Stored items from a collection
----------------

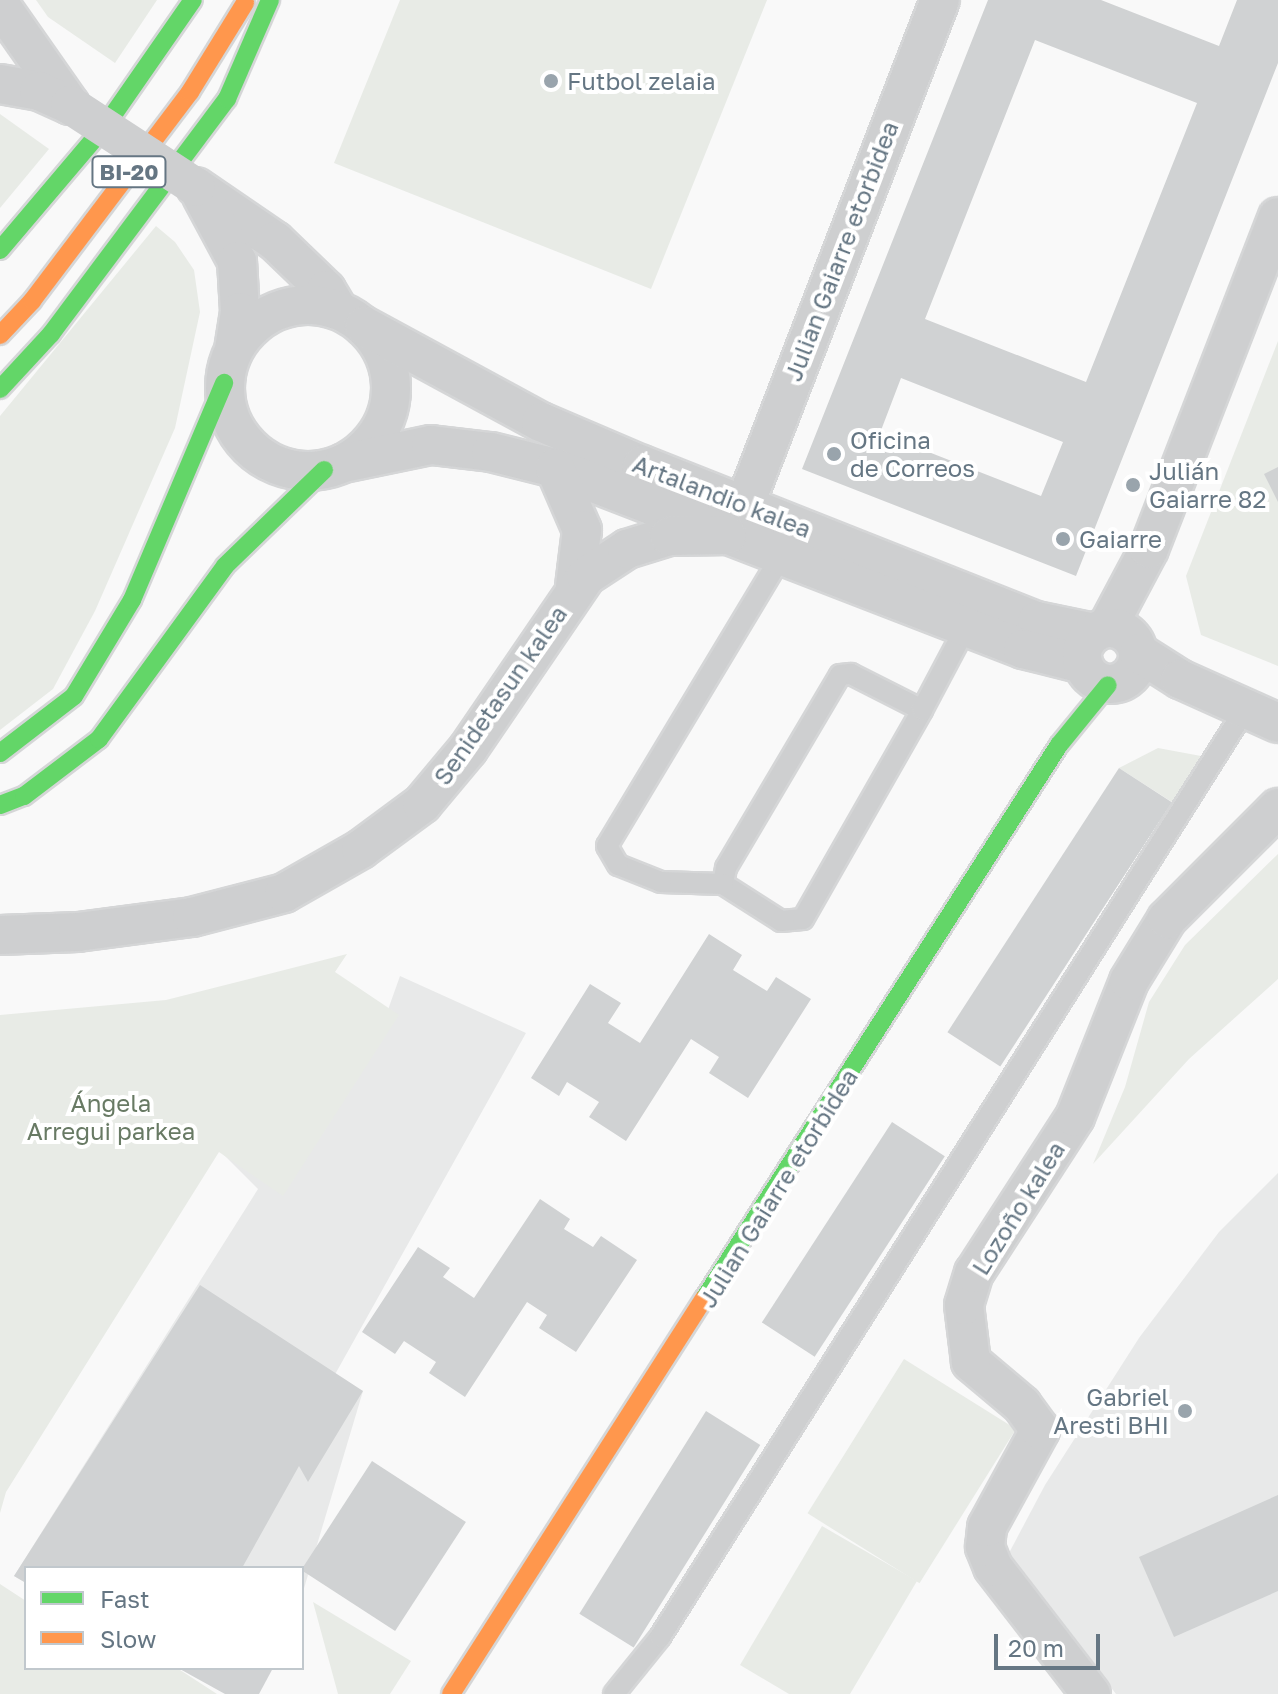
<!DOCTYPE html>
<meta charset="utf-8">
<style>
body{margin:0}
#map{position:relative;width:1278px;height:1694px;overflow:hidden;background:#f9f9f9;font-family:"Golos Text",sans-serif}
div>[style]{position:absolute}
[style*='--x']{left:calc(var(--x)*1px);top:calc(var(--y)*1px);width:calc(var(--w)*1px);rotate:calc(var(--a)*1deg)}
.built>*{inset:0;background:#e8e9e9}
.green>*{inset:0;background:#e8ebe6;transform-origin:0 0}
.building>*{inset:0;background:#d0d2d3;transform-origin:0 0}
.roads{filter:drop-shadow(2px 0 #d5d6d7) drop-shadow(-2px 0 #d5d6d7) drop-shadow(0 2px #d5d6d7) drop-shadow(0 -2px #d5d6d7)}
.lane>*{height:20px;margin:-10px;padding:0 10px;transform-origin:10px;border-radius:10px;background:#cecfd0}
.street>*{height:38px;margin:-19px;padding:0 19px;transform-origin:19px;border-radius:19px;background:#cecfd0}
.street>.ring{margin:-19px;padding:0;box-sizing:content-box;background:none;border:38px solid #cecfd0;border-radius:50%}
.fast>*{height:18px;margin:-9px;padding:0 9px;transform-origin:9px;border-radius:9px;background:#63d668}
.slow>*{height:18px;margin:-9px;padding:0 9px;transform-origin:9px;border-radius:9px;background:#ff974d}
.street-bridge>*{height:38px;margin:-19px;padding:0 19px;transform-origin:19px;border-radius:19px;background:#cecfd0}
.dots>*{width:22px;height:22px;translate:-50% -50%;box-sizing:border-box;border:4px solid #fff;border-radius:50%}
span{translate:-50% -50%;white-space:nowrap;text-align:center;line-height:1.15;-webkit-text-stroke:8px #fff;paint-order:stroke}
.shield-label span{padding:2px 6px;background:#fff;border:2px solid;border-radius:6px;-webkit-text-stroke-width:0}
.shield-label{font-size:22px;color:#657683;font-weight:700}
.poi-label{font-size:24px;color:#657683}
.left{translate:0 -50%;text-align:left}
.right{translate:-100% -50%;text-align:right}
.street-label{font-size:24px;color:#657683}
.park-label{font-size:24px;color:#687a64}
.legend{position:absolute;left:24px;top:1566px;width:280px;height:104px;box-sizing:border-box;background:#fff;border:2px solid #c1c8cd;margin:0;padding:10px 14px;list-style:none;font-size:24px;color:#657683}
.legend li{display:flex;align-items:center;gap:16px;height:40px}
.legend b{width:40px;border:2px solid #c1c8cd}
.scale{position:absolute;left:994px;top:1634px;width:106px;height:36px;box-sizing:border-box;border:4px solid #657683;border-top:0;padding-left:10px;font-size:24px;line-height:28px;white-space:nowrap;color:#657683;-webkit-text-stroke:6px #fff;paint-order:stroke}
</style>
<div id="map">
<div class="built">
<div style="clip-path:polygon(400px 976px,526px 1033px,333px 1378px,363px 1391px,302px 1595px,302px 1568px,26px 1568px,26px 1583px,14px 1576px,258px 1189px,220px 1151px,384px 1021px)"></div>
<div style="clip-path:polygon(1278px 1173px,1278px 1694px,1116px 1694px,1009px 1553px,1045px 1485px,1139px 1338px,1219px 1232px)"></div>
</div>
<div class="green">
<div style="clip-path:polygon(36px 0,157px 0,115px 63px,48px 17px)"></div>
<div style="clip-path:polygon(400px 0,767px 0,651px 289px,334px 163px)"></div>
<div style="clip-path:polygon(0 114px,49px 149px,0 208px)"></div>
<div style="clip-path:polygon(156px 226px,175px 242px,194px 270px,200px 312px,175px 428px,95px 611px,53px 689px,0 730px,0 416px)"></div>
<div style="clip-path:polygon(1278px 341px,1278px 666px,1201px 635px,1186px 576px)"></div>
<div style="clip-path:polygon(1158px 748px,1201px 756px,1172px 802px,1119px 768px)"></div>
<div style="clip-path:polygon(1278px 854px,1278px 979px,1189px 1059px,1093px 1164px,1125px 1087px,1149px 1002px,1185px 945px)"></div>
<div style="clip-path:polygon(347px 954px,335px 972px,399px 1015px,283px 1196px,219px 1152px,6px 1492px,0 1513px,0 1015px,166px 1000px)"></div>
<div style="left:904px;top:1359px;width:132px;height:182px;rotate:32deg"></div>
<div style="clip-path:polygon(822px 1526px,917px 1581px,850px 1694px,789px 1694px,740px 1665px)"></div>
<div style="clip-path:polygon(0 1584px,26px 1601px,26px 1668px,177px 1668px,217px 1694px,0 1694px)"></div>
<div style="clip-path:polygon(313px 1602px,411px 1661px,390px 1694px,338px 1694px)"></div>
</div>
<div class="building">
<div style="clip-path:polygon(evenodd,988px 0,1101px 0,1219px 46px,1237px 0,1278px 0,1278px 63px,1076px 576px,802px 469px,988px 0,1035px 40px,1197px 103px,1086px 382px,925px 319px,1035px 40px,988px 0,901px 378px,1063px 442px,1041px 496px,880px 433px,901px 378px)"></div>
<div style="clip-path:polygon(1278px 467px,1278px 502px,1264px 474px)"></div>
<div style="left:1119px;top:768px;width:63px;height:315px;rotate:33deg"></div>
<div style="clip-path:polygon(709px 934px,742px 955px,733px 970px,767px 991px,776px 977px,811px 999px,748px 1098px,709px 1073px,719px 1057px,691px 1039px,626px 1141px,589px 1117px,599px 1102px,567px 1082px,559px 1096px,531px 1078px,590px 984px,621px 1003px,608px 1023px,640px 1043px)"></div>
<div style="left:892px;top:1122px;width:63px;height:239px;rotate:33deg"></div>
<div style="clip-path:polygon(540px 1199px,570px 1219px,564px 1229px,593px 1247px,601px 1236px,637px 1260px,576px 1352px,539px 1328px,547px 1315px,527px 1302px,465px 1397px,429px 1373px,436px 1362px,404px 1341px,395px 1354px,362px 1332px,418px 1247px,450px 1268px,443px 1277px,474px 1298px)"></div>
<div style="clip-path:polygon(200px 1285px,363px 1391px,308px 1482px,299px 1466px,242px 1568px,26px 1568px,26px 1583px,14px 1576px)"></div>
<div style="left:706px;top:1411px;width:64px;height:239px;rotate:32deg"></div>
<div style="left:372px;top:1461px;width:112px;height:130px;rotate:33deg"></div>
<div style="clip-path:polygon(1278px 1495px,1278px 1591px,1174px 1637px,1139px 1557px)"></div>
<div style="clip-path:polygon(178px 1668px,273px 1668px,259px 1694px,225px 1694px)"></div>
</div>
<div class="roads">
<div class="lane">
<div style="--x:922;--y:710;--w:80;--a:-153.1"></div>
<div style="--x:851;--y:674;--w:11;--a:175"></div>
<div style="--x:840;--y:675;--w:224;--a:120.6"></div>
<div style="--x:726;--y:868;--w:16;--a:101"></div>
<div style="--x:723;--y:884;--w:69;--a:32.5"></div>
<div style="--x:781;--y:921;--w:22;--a:-5"></div>
<div style="--x:803;--y:919;--w:241;--a:-60.3"></div>
<div style="--x:922;--y:710;--w:94;--a:-62.1"></div>
<div style="--x:723;--y:884;--w:62;--a:-178.2"></div>
<div style="--x:661;--y:882;--w:46;--a:-158.4"></div>
<div style="--x:618;--y:865;--w:22;--a:-120"></div>
<div style="--x:607;--y:846;--w:338;--a:-59"></div>
<div style="--x:614;--y:1694;--w:73;--a:-51.1"></div>
<div style="--x:660;--y:1637;--w:1098;--a:-57.76"></div>
</div>
<div class="street">
<div style="--x:0;--y:5;--w:122;--a:55"></div>
<div style="--x:0;--y:84;--w:40;--a:10"></div>
<div style="--x:39;--y:91;--w:34;--a:24"></div>
<div style="--x:196;--y:187;--w:96;--a:34.4"></div>
<div style="--x:275;--y:241;--w:71;--a:43.9"></div>
<div style="--x:326;--y:290;--w:23;--a:59"></div>
<div style="--x:202;--y:196;--w:74;--a:61.7"></div>
<div style="--x:237;--y:261;--w:51;--a:86.6"></div>
<div style="--x:240;--y:312;--w:36;--a:99"></div>
<div class="ring" style="left:225px;top:305px;width:128px;height:128px"></div>
<div style="--x:364;--y:326;--w:201;--a:28.5"></div>
<div style="--x:541;--y:422;--w:110;--a:23.1"></div>
<div style="--x:642;--y:465;--w:425;--a:21.6"></div>
<div style="--x:1037;--y:621;--w:58;--a:11.9"></div>
<div style="--x:344;--y:463;--w:89;--a:-11.7"></div>
<div style="--x:431;--y:445;--w:60;--a:6.7"></div>
<div style="--x:491;--y:452;--w:66;--a:14"></div>
<div style="--x:555;--y:468;--w:502;--a:21.14"></div>
<div style="--x:1023;--y:649;--w:62;--a:14"></div>
<div style="--x:555;--y:468;--w:68;--a:66.5"></div>
<div style="--x:582;--y:530;--w:56;--a:97.1"></div>
<div style="--x:745;--y:504;--w:540;--a:-68.85"></div>
<div style="--x:1107;--y:628;--w:89;--a:-62"></div>
<div style="--x:1149;--y:549;--w:356;--a:-68.8"></div>
<div class="ring" style="left:1082px;top:628px;width:18px;height:18px"></div>
<div style="--x:1139;--y:653;--w:49;--a:32.4"></div>
<div style="--x:1180;--y:679;--w:107;--a:24.2"></div>
<div style="--x:0;--y:935;--w:78;--a:-2.2"></div>
<div style="--x:78;--y:932;--w:115;--a:-7.5"></div>
<div style="--x:192;--y:917;--w:95;--a:-14.6"></div>
<div style="--x:284;--y:893;--w:89;--a:-29.7"></div>
<div style="--x:361;--y:849;--w:76;--a:-36.4"></div>
<div style="--x:422;--y:804;--w:72;--a:-50.1"></div>
<div style="--x:468;--y:749;--w:209;--a:-55.7"></div>
<div style="--x:586;--y:576;--w:49;--a:-33.4"></div>
<div style="--x:627;--y:549;--w:44;--a:-17.2"></div>
<div style="--x:669;--y:536;--w:58;--a:-1"></div>
<div style="--x:1091;--y:1694;--w:160;--a:-127.7"></div>
<div style="--x:993;--y:1567;--w:22;--a:-112"></div>
<div style="--x:985;--y:1547;--w:20;--a:-84"></div>
<div style="--x:987;--y:1527;--w:111;--a:-61.3"></div>
<div style="--x:1040;--y:1430;--w:31;--a:-126"></div>
<div style="--x:1022;--y:1405;--w:67;--a:-139.9"></div>
<div style="--x:971;--y:1362;--w:57;--a:-97"></div>
<div style="--x:964;--y:1305;--w:34;--a:-73"></div>
<div style="--x:974;--y:1273;--w:186;--a:-57.1"></div>
<div style="--x:1075;--y:1117;--w:146;--a:-68.3"></div>
<div style="--x:1129;--y:981;--w:73;--a:-58.5"></div>
<div style="--x:1167;--y:919;--w:157;--a:-45"></div>
</div>
<div class="fast">
<div style="--x:0;--y:250;--w:164;--a:-49.7"></div>
<div style="--x:106;--y:125;--w:152;--a:-55.2"></div>
<div style="--x:0;--y:389;--w:75;--a:-47.2"></div>
<div style="--x:51;--y:334;--w:294;--a:-53.2"></div>
<div style="--x:227;--y:99;--w:108;--a:-66.5"></div>
<div style="--x:0;--y:753;--w:93;--a:-37.6"></div>
<div style="--x:74;--y:696;--w:112;--a:-58.9"></div>
<div style="--x:132;--y:600;--w:236;--a:-67"></div>
<div style="--x:0;--y:805;--w:26;--a:-21"></div>
<div style="--x:24;--y:796;--w:94;--a:-37.2"></div>
<div style="--x:99;--y:739;--w:214;--a:-53.9"></div>
<div style="--x:225;--y:566;--w:138;--a:-44.1"></div>
<div style="--x:704;--y:1299;--w:658;--a:-57.35"></div>
<div style="--x:1059;--y:745;--w:77;--a:-50.8"></div>
</div>
<div class="slow">
<div style="--x:0;--y:335;--w:47;--a:-46.7"></div>
<div style="--x:32;--y:301;--w:262;--a:-52.9"></div>
<div style="--x:190;--y:92;--w:105;--a:-58.3"></div>
<div style="--x:451;--y:1694;--w:469;--a:-57.4"></div>
</div>
</div>
<div class="street-bridge">
<div style="--x:70;--y:105;--w:150;--a:33.1"></div>
</div>
<div class="dots">
<div style="left:551px;top:81px;background:#99a4ac"></div>
<div style="left:834px;top:454px;background:#99a4ac"></div>
<div style="left:1133px;top:485px;background:#99a4ac"></div>
<div style="left:1063px;top:539px;background:#99a4ac"></div>
<div style="left:1185px;top:1411px;background:#99a4ac"></div>
</div>
<div class="shield-label">
<span style="left:129px;top:172px">BI-20</span>
</div>
<div class="poi-label">
<span class="left" style="left:567px;top:81px">Futbol zelaia</span>
<span class="left" style="left:850px;top:454px">Oficina<br>de Correos</span>
<span class="left" style="left:1149px;top:485px">Julián<br>Gaiarre 82</span>
<span class="left" style="left:1079px;top:539px">Gaiarre</span>
<span class="right" style="left:1169px;top:1411px">Gabriel<br>Aresti BHI</span>
</div>
<div class="street-label">
<span style="left:841px;top:251px;rotate:-69deg">Julian Gaiarre etorbidea</span>
<span style="left:722px;top:496px;rotate:21deg">Artalandio kalea</span>
<span style="left:500px;top:695px;rotate:-55deg">Senidetasun kalea</span>
<span style="left:778px;top:1188px;rotate:-58deg">Julian Gaiarre etorbidea</span>
<span style="left:1018px;top:1208px;rotate:-58deg">Lozoño kalea</span>
</div>
<div class="park-label">
<span style="left:111px;top:1117px">Ángela<br>Arregui parkea</span>
</div>
<ul class="legend">
<li><b style="height:10px;background:#63d668"></b>Fast</li>
<li><b style="height:10px;background:#ff974d"></b>Slow</li>
</ul>
<div class="scale">20 m</div>
</div>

----------------

◆ **What this task involves**
Return the total of lines in these records that hold "font", without any other words.

◆ **Answer box**
7